** Work to complete **
For this exercise, write out exactly the lines from the line containing "M147 9 237 136 344 306 404 385" through the last line of the records, and no other lines.

Dataset entries:
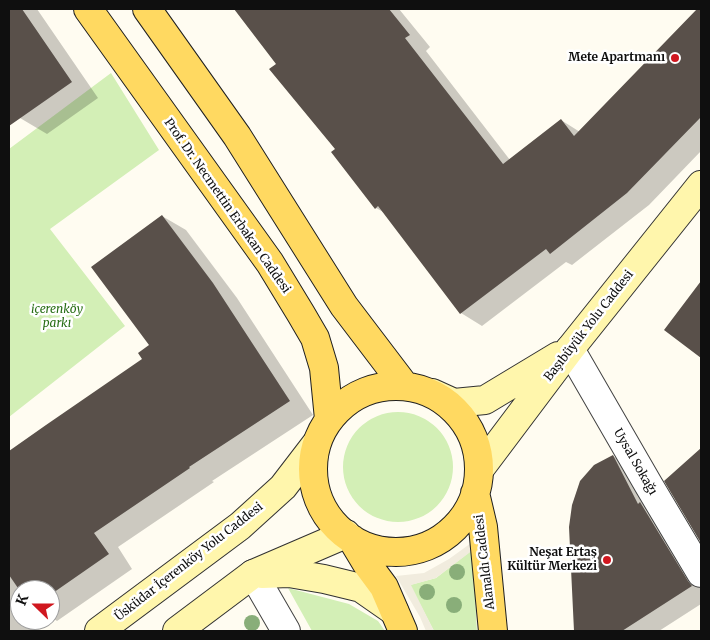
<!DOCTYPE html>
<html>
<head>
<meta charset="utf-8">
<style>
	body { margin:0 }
	#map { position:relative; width:710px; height:640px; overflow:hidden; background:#fffcf1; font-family:Merriweather,serif }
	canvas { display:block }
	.frame { position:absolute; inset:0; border:10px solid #0f0f0f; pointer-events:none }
	.north { position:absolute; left:10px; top:580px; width:50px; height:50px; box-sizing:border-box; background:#fff; border:1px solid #9f9f9f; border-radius:50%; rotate:292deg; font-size:14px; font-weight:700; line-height:20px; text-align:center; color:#0f0f0f }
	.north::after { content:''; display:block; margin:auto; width:18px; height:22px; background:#d0171f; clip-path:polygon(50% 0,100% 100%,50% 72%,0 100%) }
</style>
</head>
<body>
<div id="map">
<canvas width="710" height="640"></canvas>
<div class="frame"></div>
<div class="north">K</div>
</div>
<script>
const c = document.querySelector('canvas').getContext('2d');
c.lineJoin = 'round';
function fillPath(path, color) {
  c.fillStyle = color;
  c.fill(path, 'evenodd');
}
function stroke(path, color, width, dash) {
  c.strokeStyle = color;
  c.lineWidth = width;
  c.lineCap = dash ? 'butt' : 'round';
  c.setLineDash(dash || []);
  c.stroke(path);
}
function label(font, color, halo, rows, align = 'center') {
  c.font = font + ' Merriweather,serif';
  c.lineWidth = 5;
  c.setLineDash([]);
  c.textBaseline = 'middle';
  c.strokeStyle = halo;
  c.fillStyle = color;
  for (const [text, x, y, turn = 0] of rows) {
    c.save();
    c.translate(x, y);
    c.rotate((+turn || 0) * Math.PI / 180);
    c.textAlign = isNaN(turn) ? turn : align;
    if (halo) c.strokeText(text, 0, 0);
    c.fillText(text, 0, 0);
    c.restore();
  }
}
fillPath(new Path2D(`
	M111 73 159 150 50 229 125 326 9 417V149Z
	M343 467a55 55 0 1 1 110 0a55 55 0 1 1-110 0Z
	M473 549 477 631H434L410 585 436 578Z
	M288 588 349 604 378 621 385 631H312Z`), '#d3efb6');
fillPath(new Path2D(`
	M478 538 484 631H477L473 550 436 578 411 585 434 631H426L420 617 396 576 424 573 449 559Z`), '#f1ecde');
fillPath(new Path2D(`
	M9 9H37L98 98 47 134 20 118 9 102Z
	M235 9H399L430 47 426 51 510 160 561 120 580 132 699 9H701V151L649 205 572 265 566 262 482 326 461 313 385 213 376 208 277 64Z
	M162 216 186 230 237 298 313 415 212 481 214 482 118 547 132 569 57 621 54 619 37 631H9V452L144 360 151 346ZM20 590H50V620H20Z
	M701 283V356L666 330Z
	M701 450V540L666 481Z
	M613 456 633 468 701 583V604L659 631H575L570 527Z`), '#0003');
fillPath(new Path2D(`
	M9 9H22L72 82 9 126Z
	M234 9H389L410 35 405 38 503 164 561 119 574 136 697 9H701V117L627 193 550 254 546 249 460 314 378 206 375 209 331 152 335 149 269 69 276 64Z
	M162 215 213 283 290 401 189 467 190 468 94 533 109 554 50 595V590H20V591L9 575V451L46 425 142 359 138 353 149 345 91 267Z
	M701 281V358L664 330Z
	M701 448V543L664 481Z
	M613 455 638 504 640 502 688 581 692 586 622 631H574L569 527 572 505 580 481 594 465Z`), '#59504a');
const minor = new Path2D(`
	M570 349 648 484 701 573
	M253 574 286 631`);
const secondary = new Path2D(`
	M432 393 454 403 485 400 558 356
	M479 470 570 349 701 185
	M262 574 289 573 324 579 361 588 394 611
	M99 631 240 526 283 487 316 444
	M177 631 253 574 346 534`);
const primary = new Path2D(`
	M88 9 270 263 301 314 315 338 324 368 329 419
	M147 9 237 136 344 306 404 385
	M313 469a83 83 0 1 1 166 0a83 83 0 1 1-166 0Z
	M475 493 483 527 493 631
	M352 539 367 564 384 587 403 631`);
stroke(minor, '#424242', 30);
stroke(secondary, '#313131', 30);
stroke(primary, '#202020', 30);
stroke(minor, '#fff', 28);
stroke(secondary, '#fff6ac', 28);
stroke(primary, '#ffd961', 28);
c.fillStyle = '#89ae79';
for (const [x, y] of [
	[457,572],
	[427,592],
	[454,605],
	[252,623]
]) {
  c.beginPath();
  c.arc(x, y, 8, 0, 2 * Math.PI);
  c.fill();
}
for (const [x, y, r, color] of [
	[675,58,5,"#d0171f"],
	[607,560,5,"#d0171f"]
]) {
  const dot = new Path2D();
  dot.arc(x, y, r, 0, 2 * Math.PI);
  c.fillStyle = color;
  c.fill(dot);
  stroke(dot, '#fff', 2);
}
label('bold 12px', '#0f0f0f', '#fff', [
	["Mete Apartmanı",665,58],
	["Neşat Ertaş",597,553],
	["Kültür Merkezi",597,567]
], 'right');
label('12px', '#0f0f0f', '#fff', [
	["Prof. Dr. Necmettin Erbakan Caddesi",227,206,55],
	["Başıbüyük Yolu Caddesi",589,326,-52],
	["Uysal Sokağı",635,462,60],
	["Üsküdar İçerenköy Yolu Caddesi",189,562,-38],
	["Alanaldı Caddesi",485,562,-97]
]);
label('italic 12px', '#296f17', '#fff', [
	["içerenköy",57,310],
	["parkı",57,324]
]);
</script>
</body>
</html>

** Exercise response **
	M147 9 237 136 344 306 404 385
	M313 469a83 83 0 1 1 166 0a83 83 0 1 1-166 0Z
	M475 493 483 527 493 631
	M352 539 367 564 384 587 403 631`);
stroke(minor, '#424242', 30);
stroke(secondary, '#313131', 30);
stroke(primary, '#202020', 30);
stroke(minor, '#fff', 28);
stroke(secondary, '#fff6ac', 28);
stroke(primary, '#ffd961', 28);
c.fillStyle = '#89ae79';
for (const [x, y] of [
	[457,572],
	[427,592],
	[454,605],
	[252,623]
]) {
  c.beginPath();
  c.arc(x, y, 8, 0, 2 * Math.PI);
  c.fill();
}
for (const [x, y, r, color] of [
	[675,58,5,"#d0171f"],
	[607,560,5,"#d0171f"]
]) {
  const dot = new Path2D();
  dot.arc(x, y, r, 0, 2 * Math.PI);
  c.fillStyle = color;
  c.fill(dot);
  stroke(dot, '#fff', 2);
}
label('bold 12px', '#0f0f0f', '#fff', [
	["Mete Apartmanı",665,58],
	["Neşat Ertaş",597,553],
	["Kültür Merkezi",597,567]
], 'right');
label('12px', '#0f0f0f', '#fff', [
	["Prof. Dr. Necmettin Erbakan Caddesi",227,206,55],
	["Başıbüyük Yolu Caddesi",589,326,-52],
	["Uysal Sokağı",635,462,60],
	["Üsküdar İçerenköy Yolu Caddesi",189,562,-38],
	["Alanaldı Caddesi",485,562,-97]
]);
label('italic 12px', '#296f17', '#fff', [
	["içerenköy",57,310],
	["parkı",57,324]
]);
</script>
</body>
</html>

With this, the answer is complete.